Las sanciones aparecen en el artículo 76 y fijan un baremo de entre 500 y 10.000 euros según cada caso. No es precisamente calderilla. La ley establece esa horquilla para sancionar situaciones en las que el animal no está bajo supervisión presencial en un espacio público o en la puerta de un comercio.

Si la conducta se considera una infracción leve, es decir, una falta de menor gravedad, y no ha provocado peleas con otro perro, ataques ni ningún otro incidente, la multa puede llegar hasta 500 euros. A partir de ahí, la cuantía sube en función de lo ocurrido en cada caso.

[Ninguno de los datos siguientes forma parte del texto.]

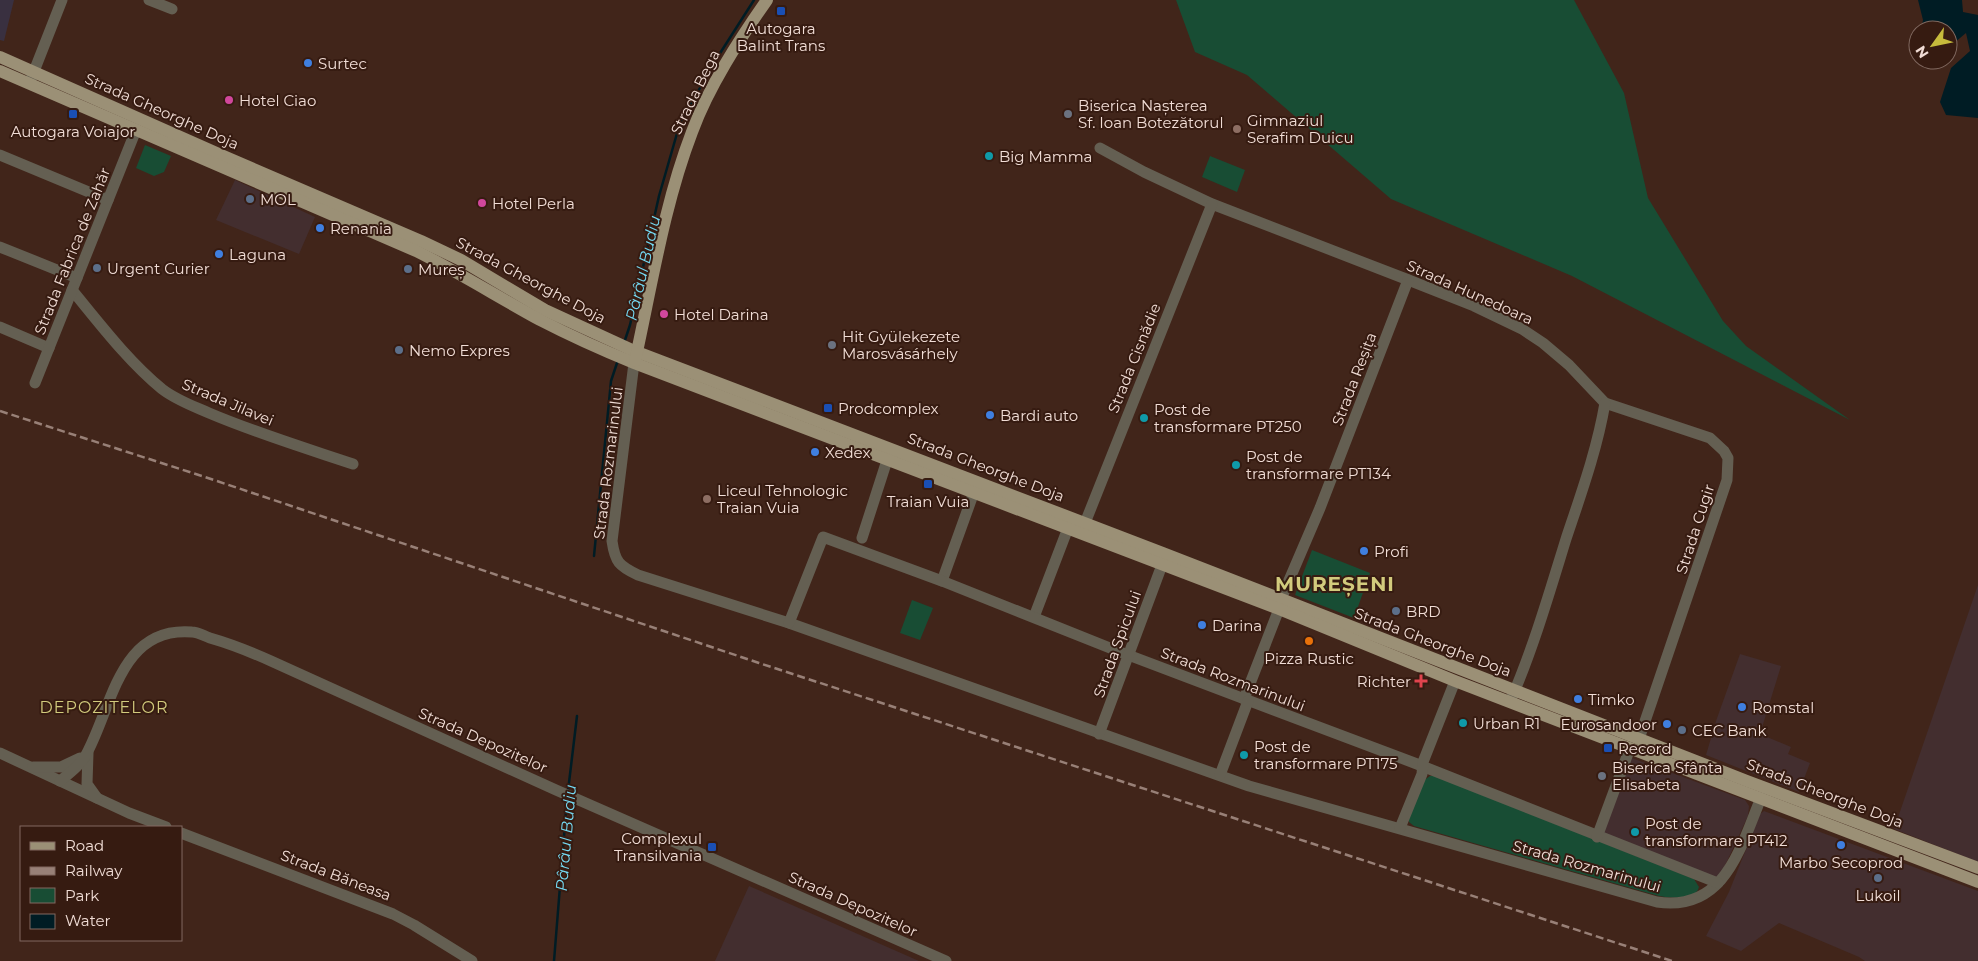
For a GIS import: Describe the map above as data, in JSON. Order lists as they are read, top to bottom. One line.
{"streets":{"main road":["Strada Bega","Strada Gheorghe Doja"],"street":["Strada Fabrica de Zahăr","Strada Hunedoara","Strada Cisnădie","Strada Reșița","Strada Jilavei","Strada Rozmarinului","Strada Cugir","Strada Spicului","Strada Depozitelor","Strada Băneasa"]},"crossings":[["Strada Bega","Strada Gheorghe Doja"],["Strada Bega","Strada Rozmarinului"],["Strada Gheorghe Doja","Strada Fabrica de Zahăr"],["Strada Gheorghe Doja","Strada Cisnădie"],["Strada Gheorghe Doja","Strada Reșița"],["Strada Gheorghe Doja","Strada Rozmarinului"],["Strada Gheorghe Doja","Strada Cugir"],["Strada Gheorghe Doja","Strada Spicului"],["Strada Fabrica de Zahăr","Strada Jilavei"],["Strada Hunedoara","Strada Cisnădie"],["Strada Hunedoara","Strada Reșița"],["Strada Hunedoara","Strada Cugir"],["Strada Reșița","Strada Rozmarinului"],["Strada Rozmarinului","Strada Cugir"],["Strada Rozmarinului","Strada Spicului"]],"districts":["MUREȘENI","DEPOZITELOR"],"water":["Pârâul Budiu"],"places":{"transit":["Autogara Balint Trans","Autogara Voiajor","Prodcomplex","Traian Vuia","Record","Complexul Transilvania"],"other":["Surtec","Hotel Ciao","Biserica Nașterea Sf. Ioan Botezătorul","Gimnaziul Serafim Duicu","Big Mamma","MOL","Hotel Perla","Renania","Laguna","Urgent Curier","Mureș","Hotel Darina","Hit Gyülekezete Marosvásárhely","Nemo Expres","Bardi auto","Post de transformare PT250","Xedex","Post de transformare PT134","Liceul Tehnologic Traian Vuia","Profi","BRD","Darina","Pizza Rustic","Timko","Romstal","Urban R1","Eurosandoor","CEC Bank","Post de transformare PT175","Biserica Sfânta Elisabeta","Post de transformare PT412","Marbo Secoprod","Lukoil"],"health":["Richter"]},"legend":["Road","Railway","Park","Water"],"north":"bottom left"}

¿Qué están diciendo algunos dueños pese a la nueva normativa?

La norma ya está en vigor, pero a las puertas de los supermercados sigue habiendo escenas conocidas. Una de las dueñas lo admite sin demasiados rodeos: «Lo voy a seguir haciendo porque ella lo pasa peor si la dejo sola en casa. Y son tres minutos y además es feliz cuando vuelvo porque la doy pan». Otra también se justifica por el tiempo del recado: «Voy a entrar y salir y lo sabe, no es dejarla horas atadas son unos minutos».

En los paseos ocurre algo parecido. Hay dueños que llevan la correa en la mano porque, según explican, así protegen «a los niños, a los mayores y a nosotros también». Otros apelan al sentido común y sostienen: «Si hay niños o me lo piden les llevo con la correa sin problema, pero si no hay nadie prefiero llevarlos sueltos». En otras palabras, algunos quieren dar espacio a sus mascotas siempre que no molesten a nadie, aunque las multas ya están aquí.

¿Cómo evitar la sanción y qué conviene hacer a partir de ahora?

Para no meterse en un lío y, sobre todo, para evitar riesgos al animal, el mensaje de la norma es bastante claro. Todo gira alrededor de la supervisión presencial, es decir, de estar con el perro, tenerlo a la vista y poder actuar al instante si surge cualquier problema.

  • No dejar al perro atado en la puerta de un supermercado, una farmacia o cualquier otro comercio.
  • No permitir que deambule suelto por espacios públicos sin supervisión presencial.
  • Mantenerlo siempre a la vista para poder intervenir de inmediato ante una pelea, un golpe de calor, un ataque o un episodio de ansiedad.
  • Llevar la correa en los paseos cuando sea la forma de garantizar ese control directo y evitar incidentes.

En resumen, la ley no se fija en si el recado dura poco o en si el parque está vacío. Lo que exige es presencia real, control inmediato y capacidad de reacción. Ojo, porque confiarse puede acabar en una multa de hasta 10.000 euros, una cifra que ya no suena a simple aviso.